Hi RJT:
If this is mesh made by two layers of wire crisscrossed over each other, then all of the wires on the bottom layer will not be supported by the punch and all of the wires on the top will not be supported by the die insert when contact is first made between the mesh and the halves of the die.
So none of the wires can shear immediately...they will all need to bend first until they touch both punch and die insert at which point they can be sheared and then torn in half.
This reality argues for smaller die clearance than usual so the wires can't extrude in between the die insert and the punch.
Remember the wires are only 0.0105" thick, they are not 0.021" thick, so your die clearance needs to be sized for the material the die will actually need to cut.

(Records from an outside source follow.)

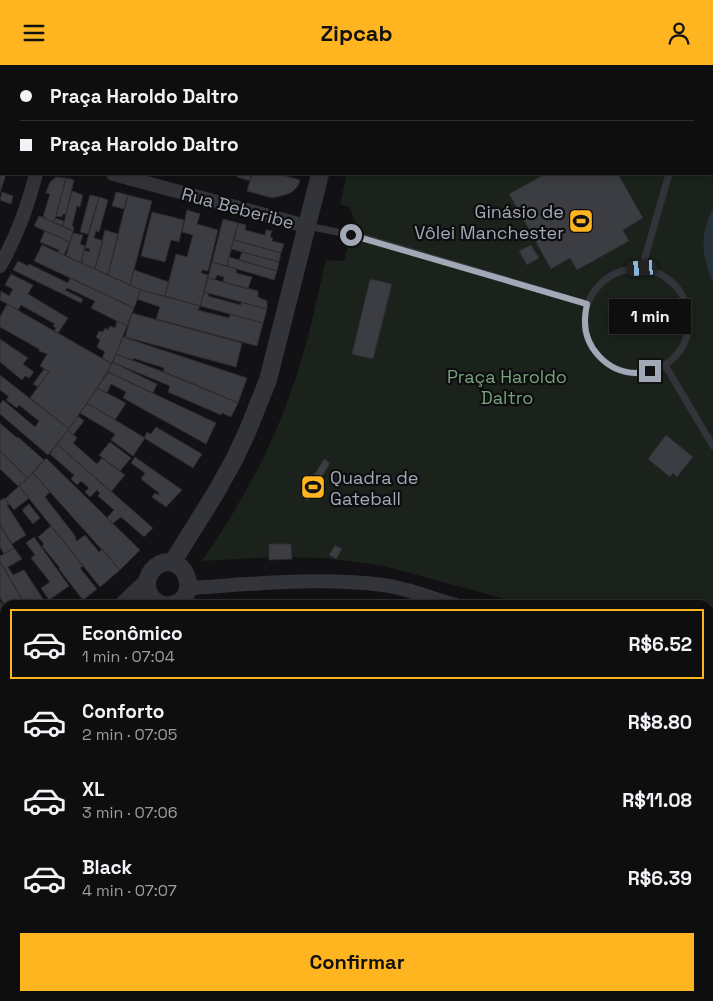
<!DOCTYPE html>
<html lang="pt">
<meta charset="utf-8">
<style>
:root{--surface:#0e0e0f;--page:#171718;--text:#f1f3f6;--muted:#9b9c9e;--line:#2e2e2f;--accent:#ffb51f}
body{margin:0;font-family:"Space Grotesk",sans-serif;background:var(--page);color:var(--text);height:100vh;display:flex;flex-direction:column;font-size:19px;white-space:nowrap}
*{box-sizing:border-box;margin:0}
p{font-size:16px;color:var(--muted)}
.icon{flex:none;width:28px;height:28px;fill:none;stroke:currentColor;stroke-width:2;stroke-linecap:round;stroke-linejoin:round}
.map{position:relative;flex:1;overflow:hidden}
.side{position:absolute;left:0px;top:535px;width:714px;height:401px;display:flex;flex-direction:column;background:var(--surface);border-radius:15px 15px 0 0;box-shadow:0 2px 12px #0003,0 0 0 1px var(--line)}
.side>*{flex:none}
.banner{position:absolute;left:0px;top:0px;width:714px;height:110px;box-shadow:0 2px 12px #0003,0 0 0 1px var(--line);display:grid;align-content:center;height:110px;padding:0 20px;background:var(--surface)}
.end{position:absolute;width:22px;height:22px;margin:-11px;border:6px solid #a2a8b6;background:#111;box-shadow:0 0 0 2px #111}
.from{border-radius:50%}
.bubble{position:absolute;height:35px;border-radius:0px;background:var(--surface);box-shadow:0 2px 12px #0003,0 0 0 1px var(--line);font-size:16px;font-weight:700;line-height:35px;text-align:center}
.car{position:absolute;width:15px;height:30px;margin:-15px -8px;border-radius:6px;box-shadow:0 0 4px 1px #0007;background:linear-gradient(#222 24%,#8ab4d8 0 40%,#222 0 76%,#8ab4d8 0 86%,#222 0)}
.banner b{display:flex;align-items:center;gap:18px;height:48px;font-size:19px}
.banner b+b{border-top:1px solid var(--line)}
.banner i{width:12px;height:12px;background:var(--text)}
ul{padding:9px 0 0;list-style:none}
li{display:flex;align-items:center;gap:15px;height:70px;margin:0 10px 8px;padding:0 10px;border:2px solid transparent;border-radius:0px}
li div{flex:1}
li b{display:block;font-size:19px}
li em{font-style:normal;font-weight:700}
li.selected{border-color:var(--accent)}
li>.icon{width:45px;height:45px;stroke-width:1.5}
.action{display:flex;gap:10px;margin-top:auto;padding:10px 20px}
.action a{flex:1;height:58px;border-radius:0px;background:var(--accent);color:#111;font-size:20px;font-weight:700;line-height:58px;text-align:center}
header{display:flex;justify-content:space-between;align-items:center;height:65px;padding:0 20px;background:var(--accent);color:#111;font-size:22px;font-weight:700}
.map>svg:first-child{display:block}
.green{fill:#1a221b}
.water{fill:#273138}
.building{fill:#3c3d42;stroke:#2c2c30}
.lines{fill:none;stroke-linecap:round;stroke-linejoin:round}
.service{stroke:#333439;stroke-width:7}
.minor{stroke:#333439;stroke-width:14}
.tertiary{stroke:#333439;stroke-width:18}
.route{stroke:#a2a8b6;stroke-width:6}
.labels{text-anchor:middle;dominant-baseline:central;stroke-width:4.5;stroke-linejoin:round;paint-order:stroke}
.street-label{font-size:18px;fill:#a2a8b6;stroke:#0d0d0f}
.poi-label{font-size:18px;fill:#a2a8b6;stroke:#0d0d0f;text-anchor:end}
.park-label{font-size:18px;fill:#77a37a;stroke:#0d0d0f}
</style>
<header><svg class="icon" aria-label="menu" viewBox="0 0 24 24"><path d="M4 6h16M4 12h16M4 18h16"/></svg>Zipcab<svg class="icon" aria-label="person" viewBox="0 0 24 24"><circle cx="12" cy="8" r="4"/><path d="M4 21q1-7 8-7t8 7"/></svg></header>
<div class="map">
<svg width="713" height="936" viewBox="0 0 713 936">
<rect width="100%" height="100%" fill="#121214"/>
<path class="green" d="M0,0h49l-48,1v54z
M375,0h310l3,1h-313z
M713,9v532l-4,7v-8h-181l-144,-39 -20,-3 -41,-5 -47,-1 -74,4c35,-51 66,-105 87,-164 17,-44 26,-91 37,-137l18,1 11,-40 -6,-14 -9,-3 7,-30h365z"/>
<path class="water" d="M713,144v74c-11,-23 -14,-51 0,-74z"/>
<path class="building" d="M74,0h132l-133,1z
M443,0h49v1h-49z
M503,0h35l1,1h-36z
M620,0h65l-65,1z
M0,105l1,4h5l-6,19z
M238,109h14l-2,7 -13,-4z
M252,109h27l21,6 -2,6 -6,6 -7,3 -13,3 -25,-7z
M545,109h73l25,44 -20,12 6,11 -52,29 -7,-12 -19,11 -42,-75z
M56,112l10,1 -12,45 -11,-6 7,-23 -4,-1 4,-11z
M66,113l8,2 -8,34h-3l-1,3 -6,-1z
M72,126l11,4 -3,12 -3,-1 -5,20 2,1 -1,4 -10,-5z
M2,127l11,4 -2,8 -11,-4z
M116,127l12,3 -4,14 -12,-3z
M90,130l9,2 -11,37 -8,-2z
M128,130l24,6 -22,84 -22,-10z
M99,132l9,3 -9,32 -3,-1 -2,7 9,3 -8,28 -14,-6 3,-13 5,2 1,-3 -5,-1z
M187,145l13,4 -3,10 21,6 -10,41 -6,-1 -1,3 7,2 -8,31 -35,-10 11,-42 11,3 6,-22 -11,-3z
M152,147l32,8 -5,22 -8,-2 -6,22 -24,-6z
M39,151l34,15 -3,11 -36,-16z
M55,153l9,3 -1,5 -9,-3z
M223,154l15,4 -11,43 -15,-4z
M238,158l8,2 -1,5 20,5 1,-5 6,1 -2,6 3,1 -1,3 12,3 -3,9 -47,-13z
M105,165l13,4 -10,41 -13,-6z
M45,166l25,11 -6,13 -6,-2 1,-3 -19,-8z
M73,168l10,2 -3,9 5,2 -4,17 -15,-7z
M234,175l47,13 -2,9 -48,-13z
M42,180l99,45 -7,18 -100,-47z
M531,180l8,13 -12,7 -8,-14z
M242,187l37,10 -2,9 -38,-11z
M229,192l48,14 -3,9 -47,-14z
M18,196l10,5 1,-2 39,19 2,-5 64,30 -7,18 -36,-18 4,-7 -28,-13 -2,2 18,9 -2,4 -68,-33z
M212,197l25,7 -1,4 16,4 -4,12 -25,-7 1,-5 -7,-2 -2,5 -7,-2z
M134,205l35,12 -4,14 -24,-6 -11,-5z
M11,209l22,11 -5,9 40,24 -10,15 -4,-2 2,-3 -3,-2 2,-2 -34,-19 -3,5 -18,-10 1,-9 8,5 4,-7 -8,-4z
M208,213l50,13v6l9,4v8l-63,-17z
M370,214l22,5 -19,75 -21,-5z
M141,225l59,16 -2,4 31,8 1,-4 33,9 -6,23 -101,-27 4,-12 -23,-8z
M204,227l5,1 -1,3 33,9v-3l26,7 -4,14 -63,-17z
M7,239l105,60 -15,24 -28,41 -39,-31 19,-26 -9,-6 7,-12 -8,-3v-2l-39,-22v-10z
M132,248l110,30 -6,24 -111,-30z
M117,256l10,5 -15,38 -10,-6 3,-6 -8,-5 3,-7 -4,-3 3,-6 4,1 2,-4 3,2 2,-4 5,2z
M123,272l124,41 -9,25 -75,-31 1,-4 -31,-10v3l-17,-7z
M0,274l28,19 -5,6 11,8 -5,6 -4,-2 -3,4 -22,-18z
M116,289l74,28 48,21 -7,14 -9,-4 -1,2 -53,-23 2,-6 -58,-24z
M112,297l45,22 -4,9 -45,-21z
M44,304l5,3 -11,15 -5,-3z
M108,307l108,51 -10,21 -83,-46 3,-6 -15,-8 -4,9 -10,-5z
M0,310l69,54 -21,26 -48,-41v-10l3,-4 32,27 4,-6 -20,-16 -2,3 -11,-8 3,-3 -9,-7z
M97,323l29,15 -11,17 -28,-17z
M87,338l58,35 -12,18 -22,-16 4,-6 -35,-21z
M78,351l6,5 -11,14 -5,-5z
M0,358l17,15 1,-1 26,23 -16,18 -28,-27z
M156,362l46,27 -9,14 -49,-30 3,-6 4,2z
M68,365l9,8 -4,5 24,21 5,-6 23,17 -14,17 -54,-48z
M666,370l27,22 -16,20 -4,-4 -3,4 -22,-18z
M110,377l21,16 -11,13 -21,-16z
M57,379l96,84 -9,9 -23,-20 -9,7 -5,-6 7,-8 -16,-14 2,-3 -3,-3 -7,7 -5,-5 4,-4 -8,-7 -4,4 -6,-6 3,-4 -24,-21z
M0,386l28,27 -10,8 -18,-17z
M135,392l47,33 -16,17 -14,-10 3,-4 3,2 1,-2 -18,-14 4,-6 -14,-10z
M46,393l94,92 -20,20 -87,-97z
M324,394l6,4 -22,38 -7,-5z
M33,408l17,19 -5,5 31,40 -1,1 2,3 8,-6 14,17 3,-3 18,21 -20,17 -81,-101z
M19,421l10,12 -15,12 -9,-11z
M4,433l5,6 -2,1 19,30 -14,9 -12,-19v-24z
M29,439l11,14 -7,6 -11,-14z
M0,460l14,23 -10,6 -4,-7z
M51,461l32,40 -3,2 17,21 -14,11 -24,-31 1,-1 -18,-22 2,-2 -6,-7z
M34,472l35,49 -20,14 -8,-12 9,-6 -19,-24 4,-3 -9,-12z
M269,479h22l1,15 -23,1z
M335,480l7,4 -6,10 -7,-4z
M14,483l8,11 -14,8 5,8 11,-5 23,35h-22l-16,-28 -9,-16v-5z
M0,496l9,16 15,26 -3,2 -12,-1 -4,2 -5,-8z
M308,535l21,1v4h-21z
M308,535v5h-20v-3z
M0,536l5,8v30l-4,3z
M329,536l14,3v1h-14z
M2,636l3,6v14l-5,3v-22z
M709,644l4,1v42l-4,-2z
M5,661v18l-5,3v-18z
M5,679v23l-4,2 -1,-22z
M713,749v18l-4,-2v-9z
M709,775l4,2 -4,10z
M0,782l5,8v40l-5,3v-9l2,-1 -2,-4z
M713,798v36l-4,6v-36z
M5,830v21l-5,3v-21z
M713,834v21l-1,2 -3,-2v-15z
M5,851v12l-5,-9z
M709,914l4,5v17h-2l-4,-4 -5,4h-31l4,-5h34z
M71,931h5l4,5h-17z
M131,931h14l-8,5h-3z
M145,931h37l-8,5h-37z
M182,931h38l-9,5h-37z
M230,931h8l3,5h-9z
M230,931l2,5h-8l-1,-1z
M273,931h40l3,5h-41z
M346,931h12l2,5h-19v-2z
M358,931l15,2 5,-2 3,5h-21z
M378,931h14l4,5h-15z
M396,931h36l-1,5h-31z
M477,931l17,5h-18z
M496,931h17l-1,5 -16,-3z
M516,931h21l-1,4 -2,1h-13l-6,-2z
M546,931h33l-7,5h-32z
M589,931h5l2,5h-14z
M599,931h9l-2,5h-9z
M608,931h19l-2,5h-19z
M654,931h13l4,4 -22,1z"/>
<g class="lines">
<path class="service" d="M700,1v-1
M308,161l58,12 221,66
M642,203l27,-94
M585 256a52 52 0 1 1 104 0a52 52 0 1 1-104 0Z
M665,300l48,81
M709,573l4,-10"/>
<path class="minor" d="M56,1v-1
M0,78h1
M113,109l193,52
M0,201c17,-30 28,-60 36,-92
M189,523c64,-4 130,-11 194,-3 24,3 50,14 73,20
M709,608l4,1
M0,740l5,9
M709,874l4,3
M0,891l5,-3
M109,931l3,5
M450,936l1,-5"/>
<path class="tertiary" d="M349,1v-1
M172,498l43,-69 20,-36 13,-28 20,-50 52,-206
M123,540l24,-23
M164,540c-12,-3 -20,-14 -16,-27 2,-6 6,-11 12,-14 28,-11 41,36 11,41
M0,616l5,-3"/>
</g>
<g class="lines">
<path class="route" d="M351,170l236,69c-1,5 -2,11 -2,16 -1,27 22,52 50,53 5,0 10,-1 15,-2"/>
</g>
<defs>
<symbol id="stadium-square" viewBox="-11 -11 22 22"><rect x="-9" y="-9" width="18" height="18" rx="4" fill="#ffb51f" stroke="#0d0d0f"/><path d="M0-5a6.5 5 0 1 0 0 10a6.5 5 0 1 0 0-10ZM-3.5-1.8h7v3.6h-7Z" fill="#111"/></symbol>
</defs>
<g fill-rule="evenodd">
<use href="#stadium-square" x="567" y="142" width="28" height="28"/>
<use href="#stadium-square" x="299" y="408" width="28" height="28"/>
</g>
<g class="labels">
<g class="street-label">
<text transform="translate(238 143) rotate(15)">Rua Beberibe</text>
</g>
<g class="poi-label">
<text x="564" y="146">Ginásio de<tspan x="564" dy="21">Vôlei Manchester</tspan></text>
<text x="330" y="412" text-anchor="start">Quadra de<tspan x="330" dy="21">Gateball</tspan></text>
</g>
<g class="park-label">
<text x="507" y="311">Praça Haroldo<tspan x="507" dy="21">Daltro</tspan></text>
</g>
</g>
</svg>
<i class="end from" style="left:351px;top:170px"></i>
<i class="end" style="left:650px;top:306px"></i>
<div class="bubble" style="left:609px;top:234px;width:82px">1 min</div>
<i class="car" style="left:642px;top:203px;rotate:266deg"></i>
<div class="banner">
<b><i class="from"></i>Praça Haroldo Daltro</b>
<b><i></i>Praça Haroldo Daltro</b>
</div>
<section class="side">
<ul>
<li class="selected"><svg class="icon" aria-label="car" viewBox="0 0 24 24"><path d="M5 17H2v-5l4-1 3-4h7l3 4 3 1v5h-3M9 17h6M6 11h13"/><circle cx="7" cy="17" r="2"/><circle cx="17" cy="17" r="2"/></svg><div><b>Econômico</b><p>1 min · 07:04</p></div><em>R$6.52</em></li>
<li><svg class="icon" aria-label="car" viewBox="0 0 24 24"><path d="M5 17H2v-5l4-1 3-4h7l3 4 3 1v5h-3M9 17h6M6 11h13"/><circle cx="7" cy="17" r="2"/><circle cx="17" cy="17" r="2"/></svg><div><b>Conforto</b><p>2 min · 07:05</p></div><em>R$8.80</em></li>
<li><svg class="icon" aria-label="car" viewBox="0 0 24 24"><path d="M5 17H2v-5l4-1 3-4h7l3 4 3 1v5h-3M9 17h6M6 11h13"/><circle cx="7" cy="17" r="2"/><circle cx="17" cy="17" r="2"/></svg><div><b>XL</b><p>3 min · 07:06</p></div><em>R$11.08</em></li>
<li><svg class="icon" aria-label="car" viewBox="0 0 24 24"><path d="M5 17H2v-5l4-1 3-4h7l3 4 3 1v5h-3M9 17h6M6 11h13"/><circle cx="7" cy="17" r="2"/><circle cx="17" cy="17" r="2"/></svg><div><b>Black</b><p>4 min · 07:07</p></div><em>R$6.39</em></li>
</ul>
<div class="action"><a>Confirmar</a></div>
</section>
</div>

However the wires are shearing at an angle, so they will be effectively thicker than 0.0105" depending on how coarse the mesh is and therefore how much they need to bend before contact on both sides and that will be different for every wire depending on how close the shear point is to a cross wire that is acting as a pivot.
Of course, the clearance will be too tight for every point at which a pair of crossed wires intersects the profile of the punch, but the majority of the wires you have to cut will be un-crossed.
You may fight this forever; a good bit of what you're interpreting as excessive burr may well be bent wires.
Also when you shear at an angle, you may well tend to drag the break part of the cut up into a point just as you'd see with excessive die clearance on a punched sheet, making the burr even worse.
Do you have a microscope or a macro lens on a camera to get a really close look at the edges of the cut?